Currently, there are no specific reversal strategies available to prevent and stop potential life-threatening bleeding complications associated with DFXI therapy. Next to life-supporting and surgical therapies, non-specific reversal therapy using 3- and 4-factor PCC may be considered based on limited evidence (Siegal et al., Blood 2014, 123:1152-1158; Levi et al., J. Thrombosis Haemostatis 2014, Published online 8 May 2014; doi: 10.1111/jth.12599). A reversal strategy specific for DFXI-associated bleeding is in development, which is based on a catalytically inactive form of recombinant FXa (andexanet alpha) that serves as a decoy for DFXIs by binding and thereby trapping circulating DFXIs, thereby enabling endogenous coagulation FXa to normally participate in coagulation (Lu et al., Nature Medicine 2013, 19:446).
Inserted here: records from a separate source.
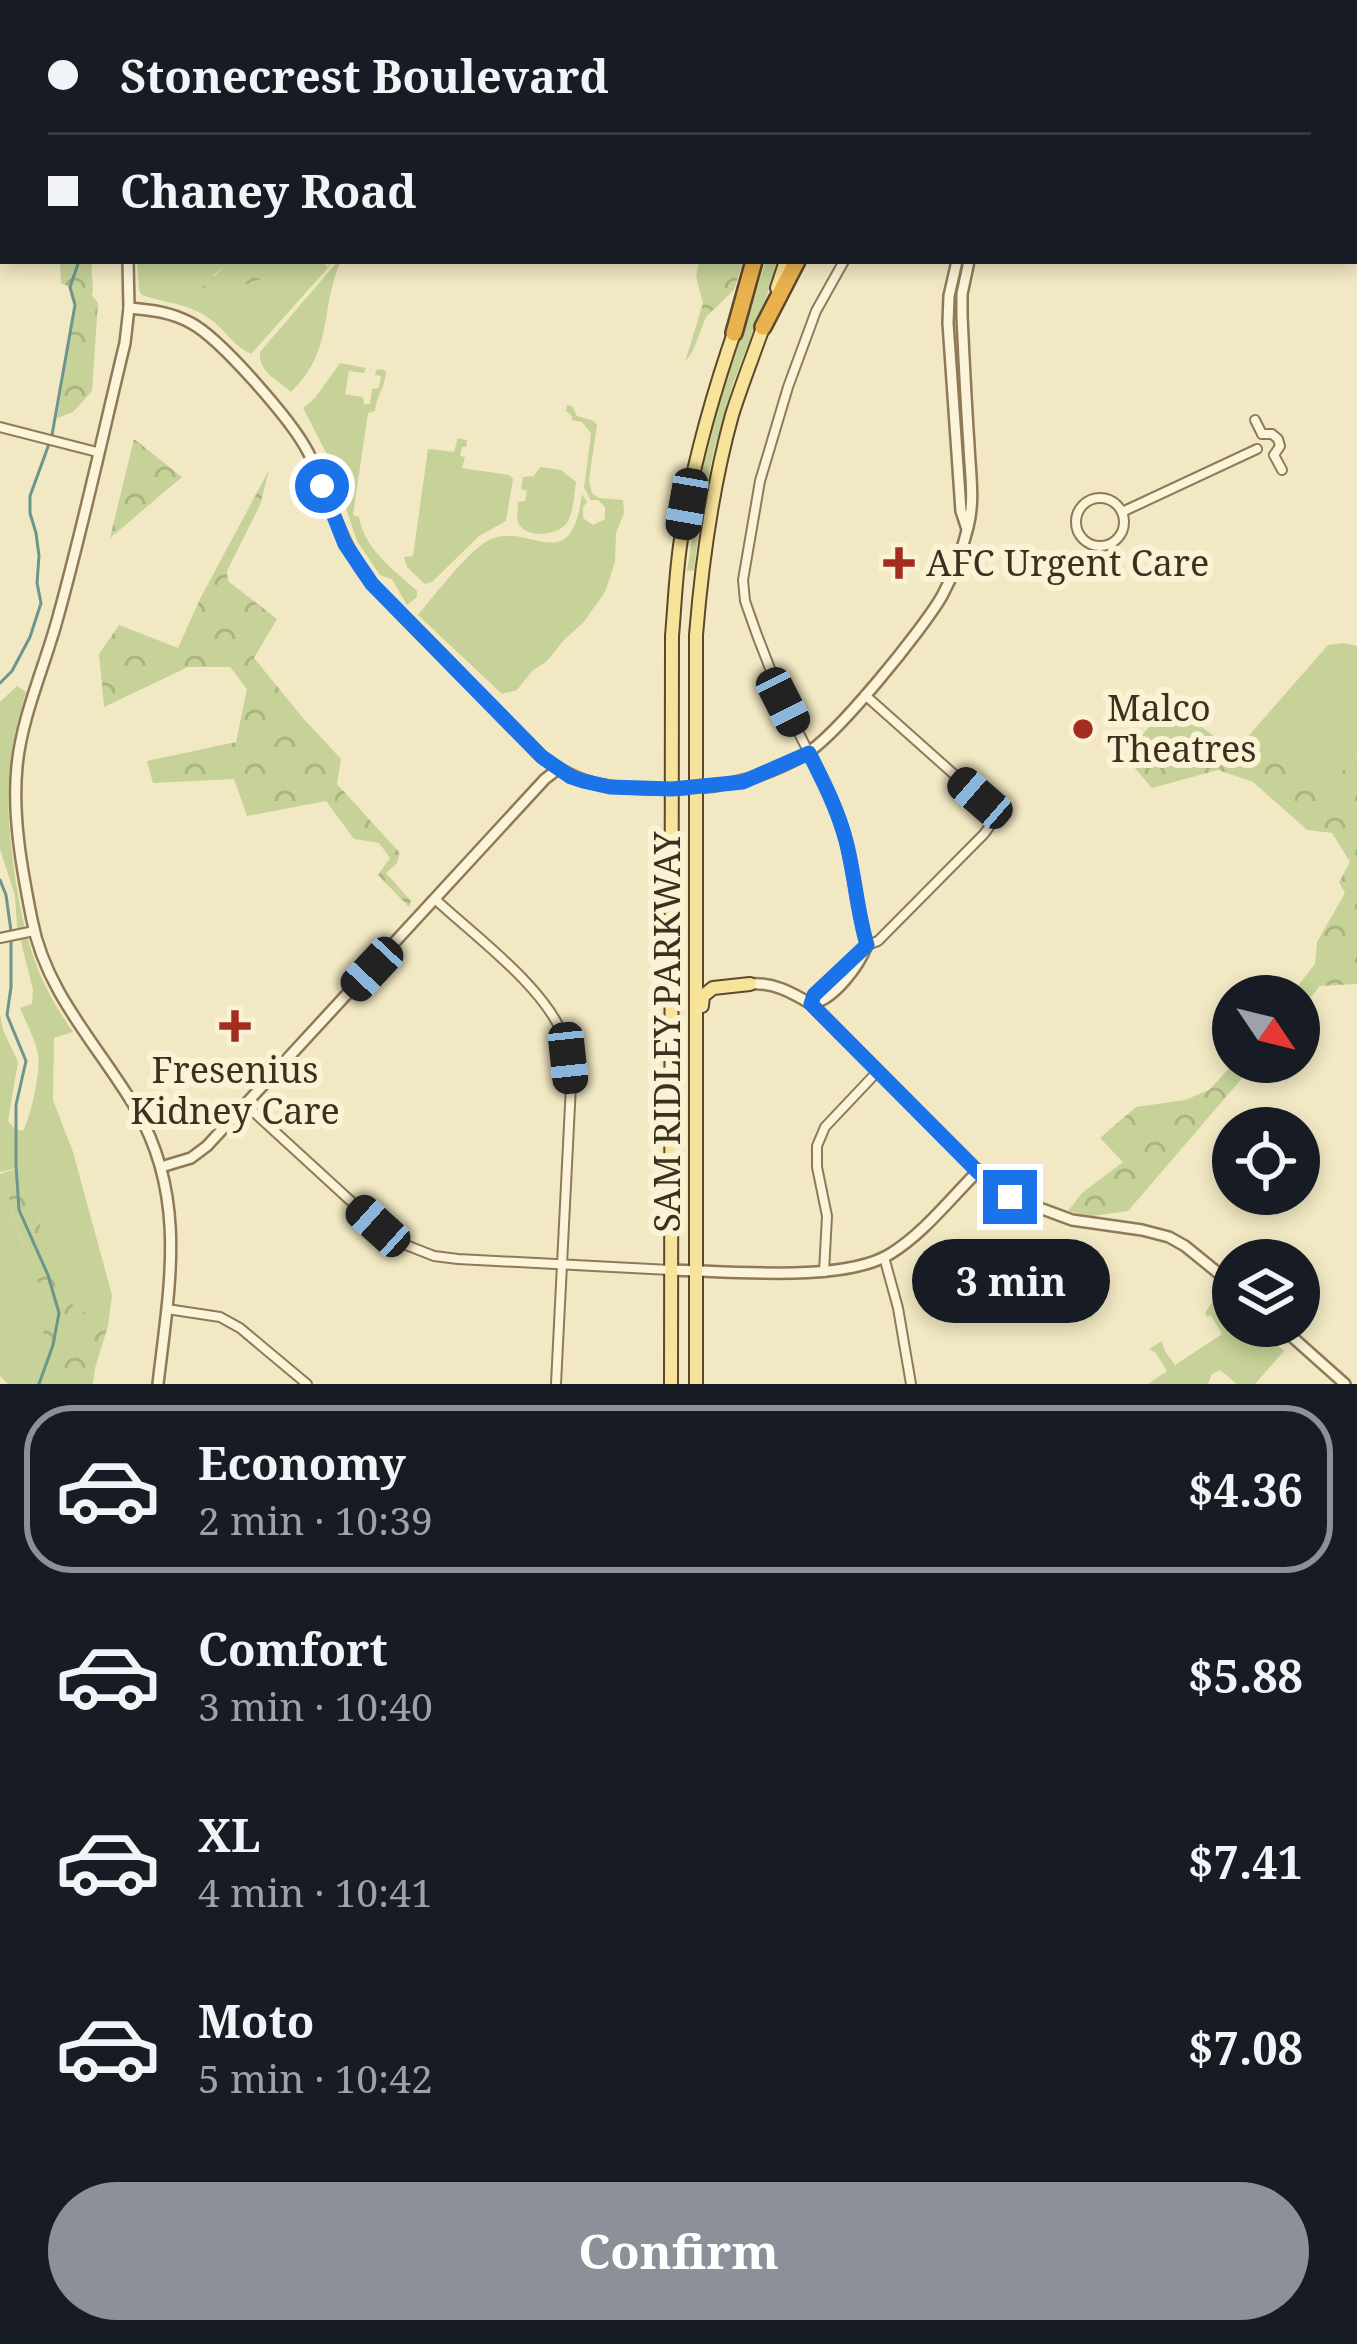 <!DOCTYPE html>
<html lang="en">
<head>
<meta charset="utf-8">
<style>
  :root { --surface:#171b24; --page:#20242c; --text:#f1f3f6; --muted:#9ea1a6; --line:#363941; --accent:#8c9099 }
  body { margin:0; font-family:"Noto Serif",serif; background:var(--page); color:var(--text); height:100vh; display:flex; flex-direction:column; font-size:45px; white-space:nowrap }
  * { box-sizing:border-box; margin:0 }
  p { font-size:39px; color:var(--muted) }
  .icon { flex:none; width:66px; height:66px; fill:none; stroke:currentColor; stroke-width:2; stroke-linecap:round; stroke-linejoin:round }
  .map { position:relative; height:1384px; overflow:hidden }
  .panel { display:flex; flex-direction:column; background:var(--surface); flex:1 }
  .panel>* { flex:none }
  .banner { position:absolute; left:0px; top:0px; width:1359px; height:264px; box-shadow:0 6px 18px #0003; display:grid; align-content:center; height:264px; padding:0 48px; background:var(--surface) }
  .needle { width:78px; rotate:125deg }
  .controls { position:absolute; left:1212px; top:975px; display:grid; gap:24px }
  .controls a { display:grid; place-items:center; width:108px; height:108px; border-radius:50%; background:var(--surface); box-shadow:0 6px 18px #0003; font-size:60px }
  .end { position:absolute; width:54px; height:54px; margin:-27px; border:15px solid #1a73e8; background:#fff; box-shadow:0 0 0 6px #fff }
  .from { border-radius:50% }
  .bubble { position:absolute; height:84px; border-radius:42px; background:var(--surface); box-shadow:0 6px 18px #0003; font-size:39px; font-weight:700; line-height:84px; text-align:center }
  .car { position:absolute; width:36px; height:72px; margin:-36px -18px; border-radius:15px; box-shadow:0 0 9px 3px #0007; background:linear-gradient(#222 24%,#8ab4d8 0 40%,#222 0 76%,#8ab4d8 0 86%,#222 0) }
  .banner b { display:flex; align-items:center; gap:42px; height:114px; font-size:45px }
  .banner b+b { border-top:3px solid var(--line) }
  .banner i { width:30px; height:30px; background:var(--text) }
  ul { padding:21px 0 0; list-style:none }
  li { display:flex; align-items:center; gap:36px; height:168px; margin:0 24px 18px; padding:0 24px; border:6px solid transparent; border-radius:48px }
  li div { flex:1 }
  li b { display:block; font-size:45px }
  li em { font-style:normal; font-weight:700 }
  li.active { border-color:var(--accent) }
  li>.icon { width:108px; height:108px; stroke-width:1.5 }
  .cta { display:flex; gap:24px; margin-top:auto; padding:24px 48px }
  .cta a { flex:1; height:138px; border-radius:72px; background:var(--accent); color:#fff; font-size:48px; font-weight:700; line-height:138px; text-align:center }
  .map>svg:first-child { display:block }
  .green { fill:#c6d297 }
  .forest { fill:url(#forest-crowns) }
  .lines { fill:none; stroke-linecap:round; stroke-linejoin:round }
  .stream { stroke:#6c958e; stroke-width:3 }
  .minor-casing { stroke:#8f7a58; stroke-width:12 }
  .tertiary-casing { stroke:#8f7a58; stroke-width:14 }
  .primary-casing { stroke:#5d472d; stroke-width:16 }
  .motorway-casing { stroke:#5d472d; stroke-width:20 }
  .minor { stroke:#fcf4d9; stroke-width:8 }
  .tertiary { stroke:#fcf4d9; stroke-width:9 }
  .primary { stroke:#f8e39a; stroke-width:12 }
  .motorway { stroke:#e9b24e; stroke-width:15 }
  .route { stroke:#1a73e8; stroke-width:15 }
  .poi-dot { fill:#a42d22; stroke:#f9f2d5; stroke-width:4.5 }
  .labels { text-anchor:middle; stroke-width:12; stroke-linejoin:round; paint-order:stroke }
  .poi-label { font-size:36px; fill:#3e301e; stroke:#f9f2d5; text-anchor:start }
  .street-label { font-size:36px; fill:#3e301e; stroke:#f9f2d5 }
</style>
</head>
<body>
<div class="map">
<svg width="1357" height="1384" viewBox="0 0 1357 1384">
  <defs>
    <pattern id="forest-crowns" width="20" height="18" patternUnits="userSpaceOnUse" patternTransform="scale(3)"><rect width="20" height="18" fill="#c6d297"/><path d="M2 6a3 3 0 1 1 6 0M12 15a3 3 0 1 1 6 0" fill="none" stroke="#abb582"/></pattern>
  </defs>
  <rect width="100%" height="100%" fill="#f2e9c4"/>
  <g class="green">
    <path d="M 137,261 L 230,261 L 214,275 L 223,304 L 236,288 L 268,277 L 277,269 L 268,261 L 323,261 L 327,267 L 334,261 L 251,354 C 235,347 227,333 214,322 C 191,303 168,304 142,295 L 139,290 Z"/>
    <path d="M 338,261 L 341,261 C 319,310 335,350 291,392 C 278,380 258,372 260,352 Z"/>
    <path d="M 766,261 L 780,261 L 733,384 L 714,450 L 701,512 L 694,570 L 687,571 L 703,468 L 728,370 Z"/>
    <path d="M 340,363 L 366,368 L 364,373 L 349,371 L 345,394 L 363,397 L 364,404 L 370,404 L 372,389 L 379,388 L 381,376 L 375,375 L 376,370 L 382,369 L 386,372 C 385,387 376,397 375,411 L 368,413 L 353,515 L 359,517 C 365,551 394,569 417,591 L 417,597 L 407,605 L 392,579 L 380,575 L 357,541 L 329,458 L 303,408 L 315,398 Z"/>
    <path d="M 567,405 L 572,406 L 577,416 L 594,421 L 597,425 L 589,480 L 592,493 L 599,498 L 623,500 L 624,513 L 616,533 L 615,562 L 605,592 L 583,623 L 564,640 L 547,661 L 532,671 L 517,690 L 502,694 L 418,615 C 433,597 471,547 491,539 C 531,522 571,580 582,494 L 587,502 L 583,507 L 583,518 L 593,525 L 605,519 L 605,507 L 598,500 L 591,500 L 584,488 L 591,433 L 582,422 L 572,420 L 572,416 L 566,411 Z"/>
    <path d="M 458,438 L 467,440 L 466,447 L 462,447 L 460,456 L 465,457 L 462,468 L 509,475 L 513,479 L 506,521 L 479,536 L 432,582 L 425,584 L 407,567 L 404,557 L 413,556 L 428,449 L 454,452 Z"/>
    <path d="M 540,467 L 561,470 L 576,482 C 574,494 574,510 568,521 C 560,536 525,540 518,522 C 516,517 518,508 518,502 L 525,501 L 527,491 L 521,489 L 523,477 L 534,476 Z"/>
    <path d="M 1343,643 L 1357,646 L 1357,756 L 1330,784 L 1312,785 L 1283,764 L 1237,749 L 1328,645 Z"/>
    <path d="M 17,686 L 26,692 C 5,761 5,805 15,876 C 25,940 36,979 73,1032 L 54,1038 L 53,1100 L 73,1152 L 112,1295 L 108,1326 L 99,1315 L 75,1312 L 40,1225 L 28,1165 L 0,1172 L 0,1014 L 3,1030 L 18,1062 L 8,1121 L 15,1129 L 23,1131 C 31,1116 41,1072 38,1054 C 35,1039 26,1022 20,1008 L 32,1004 L 33,990 L 17,926 L 15,896 L 0,849 L 0,702 Z"/>
    <path d="M 0,1194 L 9,1195 C 12,1231 24,1243 36,1274 C 49,1309 46,1350 32,1384 L 8,1384 L 0,1376 Z"/>
    <path d="M 1213,1301 L 1214,1310 L 1240,1331 L 1255,1326 L 1284,1351 L 1255,1384 L 1237,1384 L 1220,1370 L 1212,1374 L 1208,1384 L 1148,1384 L 1167,1371 L 1155,1352 L 1149,1349 L 1162,1341 L 1165,1351 L 1175,1365 L 1222,1334 L 1211,1315 L 1207,1317 L 1205,1313 Z"/>
  </g>
  <g class="forest">
    <path d="M 60,261 L 93,261 C 89,274 95,282 92,295 L 98,303 L 92,391 L 73,412 L 57,418 L 75,305 L 70,287 L 61,283 Z"/>
    <path d="M 230,261 L 268,261 L 278,270 L 268,277 L 236,288 L 223,304 L 216,305 L 194,296 Z"/>
    <path d="M 699,261 L 743,261 L 734,290 L 706,317 L 693,351 L 685,362 L 703,303 L 696,277 Z"/>
    <path d="M 134,439 L 182,477 L 110,538 Z"/>
    <path d="M 269,470 L 260,505 L 227,571 L 228,581 L 277,619 L 254,658 L 303,718 L 341,759 L 337,784 L 400,853 L 397,863 L 386,873 L 411,901 L 409,907 L 378,875 L 390,858 L 379,843 L 354,839 L 326,801 L 247,816 L 234,779 L 153,783 L 147,761 L 236,742 L 247,689 L 230,667 L 188,667 L 104,707 L 99,654 L 119,625 L 178,648 L 200,599 Z"/>
    <path d="M 1171,699 L 1203,728 L 1234,751 C 1250,750 1270,757 1284,765 C 1304,775 1305,785 1330,784 L 1357,756 L 1357,984 L 1320,986 L 1299,1011 L 1299,996 L 1290,996 L 1315,964 L 1317,942 L 1345,893 L 1339,882 L 1350,862 L 1332,833 L 1307,830 L 1253,782 L 1218,770 L 1152,788 L 1125,757 Z"/>
    <path d="M 1235,1062 L 1256,1062 L 1128,1211 L 1092,1216 L 1068,1211 L 1082,1193 L 1123,1162 L 1100,1138 L 1136,1107 L 1185,1100 L 1209,1090 Z"/>
    <path d="M 28,1164 L 40,1225 L 75,1311 L 99,1315 L 108,1326 L 95,1368 L 93,1384 L 32,1384 C 45,1351 48,1313 37,1279 C 27,1247 12,1232 9,1195 L 0,1194 L 0,1174 Z"/>
  </g>
  <g class="lines">
    <g class="stream">
      <path d="M 0,35 L 3,38"/>
      <path d="M 52,435 L 75,305 L 70,287 L 79,261"/>
      <path d="M 0,683 L 12,671 L 30,637 L 41,603 L 37,583 L 39,556 L 36,533 L 30,513 L 30,496 L 49,444"/>
      <path d="M 0,880 L 6,895 L 11,931"/>
      <path d="M 11,940 L 11,987 L 7,1015 L 26,1061 L 16,1105 L 16,1165 L 19,1210 L 48,1275 L 59,1313 L 53,1345 L 39,1384"/>
    </g>
    <g class="minor-casing">
      <g id="minor">
        <path d="M 121,0 L 123,3"/>
        <path d="M 12,3 L 16,0"/>
        <path d="M 1255,420 L 1262,434"/>
        <path d="M 0,427 L 97,452"/>
        <path d="M 1262,434 L 1272,434 L 1278,439 L 1280,446 L 1274,455"/>
        <path d="M 1274,455 L 1282,470"/>
        <circle cx="1100" cy="522" r="24"/>
        <path d="M 1122,512 L 1257,449"/>
        <path d="M 865,695 L 994,810 L 997,816 L 984,834 L 878,941 L 867,945"/>
        <path d="M 809,753 L 783,702 L 757,635 L 745,601 L 743,580 L 760,481 L 788,387 L 816,311 L 844,261"/>
        <path d="M 436,900 C 476,937 546,988 564,1038 C 569,1053 569,1070 571,1085 L 556,1384"/>
        <path d="M 0,938 L 34,931"/>
        <path d="M 246,1105 L 378,1226 L 406,1245 L 434,1256 L 458,1259 L 670,1270"/>
        <path d="M 884,1257 L 898,1308 L 911,1384"/>
        <path d="M 824,1272 L 827,1216 L 817,1167 L 817,1146 L 825,1127 L 877,1072"/>
        <path d="M 167,1309 L 220,1317 L 240,1328 L 307,1384"/>
      </g>
    </g>
    <g class="tertiary-casing">
      <g id="tertiary">
        <path d="M 1186,3 L 1191,0"/>
        <path d="M 0,10 L 3,14"/>
        <path d="M 128,261 L 129,308 L 125,343 C 103,434 83,527 58,617 C 45,666 22,715 17,766 C 12,816 22,870 32,920 C 46,994 99,1046 136,1109 C 188,1198 169,1288 158,1384"/>
        <path d="M 957,261 L 949,296 L 948,323 L 961,511 L 967,529"/>
        <path d="M 129,308 C 151,310 171,312 191,323 C 221,339 292,421 308,452 C 332,500 337,540 372,584 L 542,757 C 581,786 607,788 654,789 C 710,790 755,783 804,755 C 836,737 923,629 942,596 C 954,574 962,551 968,527 C 975,500 970,472 969,445 C 966,402 964,359 962,316 L 962,294 L 969,261"/>
        <path d="M 809,753 C 824,781 838,810 846,841 C 855,876 857,911 867,945 C 859,966 834,1000 811,1004"/>
        <path d="M 750,984 C 773,982 791,992 811,1004 L 978,1171 L 1010,1197 L 1072,1220 L 1142,1230 L 1169,1237 L 1185,1246 L 1233,1285"/>
        <path d="M 811,1004 L 814,995 L 864,948"/>
        <path d="M 161,1167 L 191,1158 L 207,1146 L 545,779 L 558,769"/>
        <path d="M 670,1270 C 728,1271 843,1283 890,1254 C 923,1234 950,1199 978,1171"/>
        <path d="M 1280,1326 L 1345,1384"/>
      </g>
    </g>
    <g class="primary-casing">
      <g id="primary">
        <path d="M 824,3 L 825,0"/>
        <path d="M 846,3 L 847,0"/>
        <path d="M 777,288 L 786,261"/>
        <path d="M 702,1006 L 703,996 L 713,988 L 750,984"/>
        <path d="M 671,1384 L 672,636 C 675,602 676,567 682,533 C 693,462 713,393 737,324"/>
        <path d="M 696,1384 L 696,635 C 702,561 712,487 732,415 C 742,383 755,351 766,319"/>
      </g>
    </g>
    <g class="motorway-casing">
      <g id="motorway">
        <path d="M 610,0 L 612,3"/>
        <path d="M 1105,3 L 1109,0"/>
        <path d="M 763,327 L 797,261"/>
        <path d="M 734,333 L 754,261"/>
      </g>
    </g>
    <use href="#minor" class="minor"/>
    <use href="#tertiary" class="tertiary"/>
    <use href="#primary" class="primary"/>
    <use href="#motorway" class="motorway"/>
  </g>
  <g class="lines">
    <path class="route" d="M 322,486 L 345,544 L 372,584 L 542,757 L 571,777 L 583,781 L 610,787 L 672,789 L 743,782 L 809,753 C 823,781 838,810 846,841 C 855,876 857,911 867,945 L 814,995 L 811,1004 L 978,1172 L 1010,1197"/>
  </g>
  <g class="poi-dot">
    <path d="M893 545h12v12h12v12h-12v12h-12v-12h-12v-12h12z"/>
    <circle cx="1083" cy="729" r="12"/>
    <path d="M229 1008h12v12h12v12h-12v12h-12v-12h-12v-12h12z"/>
  </g>
  <g class="labels">
    <g class="poi-label">
      <text x="926" y="576">AFC Urgent Care</text>
      <text x="1107" y="721">Malco<tspan x="1107" dy="41">Theatres</tspan></text>
      <text x="235" y="1083" text-anchor="middle">Fresenius<tspan x="235" dy="41">Kidney Care</tspan></text>
    </g>
    <g class="street-label">
      <text transform="translate(667 1032) rotate(-90)" y="13">SAM RIDLEY PARKWAY</text>
    </g>
  </g>
</svg>
<div class="controls">
<a><svg class="needle" viewBox="-14 -14 28 28"><path d="M0-13l5 13h-10z" fill="#e53935"/><path d="M0 13l5-13h-10z" fill="#9ea1a6"/></svg></a>
<a><svg class="icon" aria-label="locate" viewBox="0 0 24 24"><circle cx="12" cy="12" r="6"/><path d="M12 2v4M12 18v4M2 12h4M18 12h4"/></svg></a>
<a><svg class="icon" aria-label="layers" viewBox="0 0 24 24"><path d="M12 4l9 5-9 5-9-5zM3 14l9 5 9-5"/></svg></a>
</div>
<i class="end from" style="left:322px;top:486px"></i>
<i class="end" style="left:1010px;top:1197px"></i>
<div class="bubble" style="left:912px;top:1239px;width:198px">3 min</div>
<i class="car" style="left:687px;top:504px;rotate:190deg"></i>
<i class="car" style="left:783px;top:702px;rotate:153deg"></i>
<i class="car" style="left:980px;top:798px;rotate:311deg"></i>
<i class="car" style="left:372px;top:969px;rotate:223deg"></i>
<i class="car" style="left:568px;top:1058px;rotate:174deg"></i>
<i class="car" style="left:378px;top:1226px;rotate:312deg"></i>
<div class="banner">
<b><i class="from"></i>Stonecrest Boulevard</b>
<b><i></i>Chaney Road</b>
</div>
</div>
<section class="panel">
<ul>
<li class="active"><svg class="icon" aria-label="car" viewBox="0 0 24 24"><path d="M5 17H2v-5l4-1 3-4h7l3 4 3 1v5h-3M9 17h6M6 11h13"/><circle cx="7" cy="17" r="2"/><circle cx="17" cy="17" r="2"/></svg><div><b>Economy</b><p>2 min · 10:39</p></div><em>$4.36</em></li>
<li><svg class="icon" aria-label="car" viewBox="0 0 24 24"><path d="M5 17H2v-5l4-1 3-4h7l3 4 3 1v5h-3M9 17h6M6 11h13"/><circle cx="7" cy="17" r="2"/><circle cx="17" cy="17" r="2"/></svg><div><b>Comfort</b><p>3 min · 10:40</p></div><em>$5.88</em></li>
<li><svg class="icon" aria-label="car" viewBox="0 0 24 24"><path d="M5 17H2v-5l4-1 3-4h7l3 4 3 1v5h-3M9 17h6M6 11h13"/><circle cx="7" cy="17" r="2"/><circle cx="17" cy="17" r="2"/></svg><div><b>XL</b><p>4 min · 10:41</p></div><em>$7.41</em></li>
<li><svg class="icon" aria-label="car" viewBox="0 0 24 24"><path d="M5 17H2v-5l4-1 3-4h7l3 4 3 1v5h-3M9 17h6M6 11h13"/><circle cx="7" cy="17" r="2"/><circle cx="17" cy="17" r="2"/></svg><div><b>Moto</b><p>5 min · 10:42</p></div><em>$7.08</em></li>
</ul>
<div class="cta"><a>Confirm</a></div>
</section>
</body>
</html>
A downside to this approach is that high doses of andexanet alpha need to be administered since stoichiometric concentrations are required to attain inhibition (400 mg IV bolus in phase III trial; Portola News Release Mar. 19, 2014). Furthermore, since the half life of DFXI partially depends on renal clearance, the amount of decoy FXa required to trap all circulating inhibitory molecules may even be higher in the case of renal failure. This reversal strategy does not provide a fast and direct procoagulant response, as the response is dependent on the generation of free, endogenous coagulation FXa.
At this moment, a direct, adequate reversal strategy to prevent and stop potential life-threatening bleeding complications associated with DFXI anticoagulant therapy is not available.